Je noue le « hachi­maki » au couleur de notre Japon éter­nel autour de mon casque. J’ai effec­tué ce geste avec lenteur et solen­nité, sans pensées sans émotions. Le froid dans mes veines, le temps s’est arrêté, je suis une fleur de ceri­sier pous­sée par le vent.
Ai-je le choix ? Ai-je eu le choix il y a un mois, quand nous avons été réunis par les offi­ciers au petit matin sur la base aéro­nau­tique ? Le soleil se levait, rond et rouge, l’image du drapeau impé­rial. Ils ont annoncé que notre esca­drille se portait volon­taire pour deve­nir des « Kiku­sui », des « chry­san­thèmes flot­tants ». C’est le nom poétique donné au sacri­fice d’un avion et de son pilote sur un navire ennemi. Pour être plus exact, ils nous ont demandé sans nous deman­der : « Ceux d’entre vous qui ne veulent pas donner leur vie pour notre grand empire nippon n’y seront pas forcés, qu’ils lèvent la main, ceux qui ne se sentent pas capables d’ac­cep­ter cet honneur. Qu’ils lèvent la main maintenant ! »
Nous étions prêts. Personne n’au­rait osé refu­ser la mission, aucun soldat japo­nais n’ar­ri­vera jamais à cette igno­mi­nie. Être volon­taire est le devoir du combat­tant. Il n’est pas en son pouvoir d’agir autre­ment. Et nous n’avions qu’une envie, être à la hauteur.
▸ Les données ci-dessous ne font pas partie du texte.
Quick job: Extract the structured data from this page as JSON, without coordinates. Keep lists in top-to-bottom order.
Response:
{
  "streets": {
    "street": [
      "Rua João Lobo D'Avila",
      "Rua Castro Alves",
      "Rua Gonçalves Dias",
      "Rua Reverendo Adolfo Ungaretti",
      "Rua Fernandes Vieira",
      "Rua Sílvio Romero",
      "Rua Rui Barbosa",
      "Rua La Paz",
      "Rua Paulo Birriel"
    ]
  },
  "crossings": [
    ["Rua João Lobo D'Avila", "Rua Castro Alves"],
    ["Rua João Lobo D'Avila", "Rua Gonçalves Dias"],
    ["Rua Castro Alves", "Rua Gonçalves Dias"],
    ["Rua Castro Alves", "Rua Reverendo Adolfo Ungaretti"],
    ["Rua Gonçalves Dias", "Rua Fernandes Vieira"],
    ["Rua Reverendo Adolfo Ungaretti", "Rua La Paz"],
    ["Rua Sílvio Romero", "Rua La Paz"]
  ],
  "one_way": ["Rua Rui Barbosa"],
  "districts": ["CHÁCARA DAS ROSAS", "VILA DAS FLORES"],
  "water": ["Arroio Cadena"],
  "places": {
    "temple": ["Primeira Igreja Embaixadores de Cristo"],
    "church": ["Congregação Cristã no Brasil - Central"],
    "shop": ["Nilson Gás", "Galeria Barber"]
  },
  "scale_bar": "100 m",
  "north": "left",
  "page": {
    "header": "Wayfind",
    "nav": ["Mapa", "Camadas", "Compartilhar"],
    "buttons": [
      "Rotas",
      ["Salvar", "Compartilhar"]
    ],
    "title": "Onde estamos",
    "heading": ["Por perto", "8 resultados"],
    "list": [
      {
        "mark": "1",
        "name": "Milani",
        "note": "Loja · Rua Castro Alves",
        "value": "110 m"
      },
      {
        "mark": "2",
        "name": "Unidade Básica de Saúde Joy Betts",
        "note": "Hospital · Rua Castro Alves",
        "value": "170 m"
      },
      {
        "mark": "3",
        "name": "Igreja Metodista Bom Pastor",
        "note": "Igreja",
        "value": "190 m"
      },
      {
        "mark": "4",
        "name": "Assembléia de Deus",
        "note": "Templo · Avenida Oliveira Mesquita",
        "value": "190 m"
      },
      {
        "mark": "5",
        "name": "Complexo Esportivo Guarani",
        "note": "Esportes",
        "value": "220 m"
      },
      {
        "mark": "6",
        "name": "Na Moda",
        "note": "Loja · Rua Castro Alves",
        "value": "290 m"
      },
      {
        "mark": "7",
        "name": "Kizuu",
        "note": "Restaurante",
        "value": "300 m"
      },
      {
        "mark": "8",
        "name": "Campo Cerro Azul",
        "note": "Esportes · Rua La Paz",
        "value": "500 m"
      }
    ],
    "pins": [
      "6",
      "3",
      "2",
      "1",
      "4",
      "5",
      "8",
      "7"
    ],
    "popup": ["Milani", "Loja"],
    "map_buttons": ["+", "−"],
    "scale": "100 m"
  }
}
Celui qui aurait levé la main aurait été vu comme un traître. En réalité, mes cama­rades et moi étions téta­ni­sée. À vingt et un ans, j’ai l’hon­neur d’ac­cep­ter de mourir pour l’empire du Grand Japon. Je dissi­mule le vertige qui me saisit.

La philosophie de sa grand mère qui l’a élevé

Grand-mère cite le « bushido » comme la source de l’es­prit de l’ar­mée. Se compor­ter avec courage, droi­ture, bien­veillance et poli­tesse était le credo du samou­raï. Ce combat­tant devait aussi mépri­ser la mort et choi­sir de se tuer dans certaines circons­tances. Envi­sa­geant sa fin avec déta­che­ment, le guer­rier devais choi­sir soigneu­se­ment le moment où ils allaient procé­der au « seppuku », agir comme s’il n’était déjà plus de ce monde. Elle citait un « bushi » célèbre : « La recti­tude est le pouvoir de prendre une réso­lu­tion selon une certaine ligne de conduite conforme à la raison, sans hési­ta­tion – mourir quand il est bon de mourir, frap­per quand il est bon de frapper. »

Phrase scandée en chœur par toute la classe

Monsieur le profes­seur, nous compre­nons le rôle primor­dial de l’empire du Grand Japon dans la libé­ra­tion des pays d’Asie de l’Est. Notre mission consis­tera à rendre aux peuples asia­tiques l’hu­ma­nité que l’Oc­ci­dent a flétrie, nous les libé­re­rons du poids de l’ex­ploi­ta­tion colo­niale. Un jour, grâce à l’ar­mée japo­naise, les peuples vivront en paix, dans la concorde et le respect de leurs traditions.

E‑H

E

El Aswany (Alaa) (L’im­meuble Yacou­bian 14 avril 2011) (J’ai couru vers le Nil 23 aout 2021)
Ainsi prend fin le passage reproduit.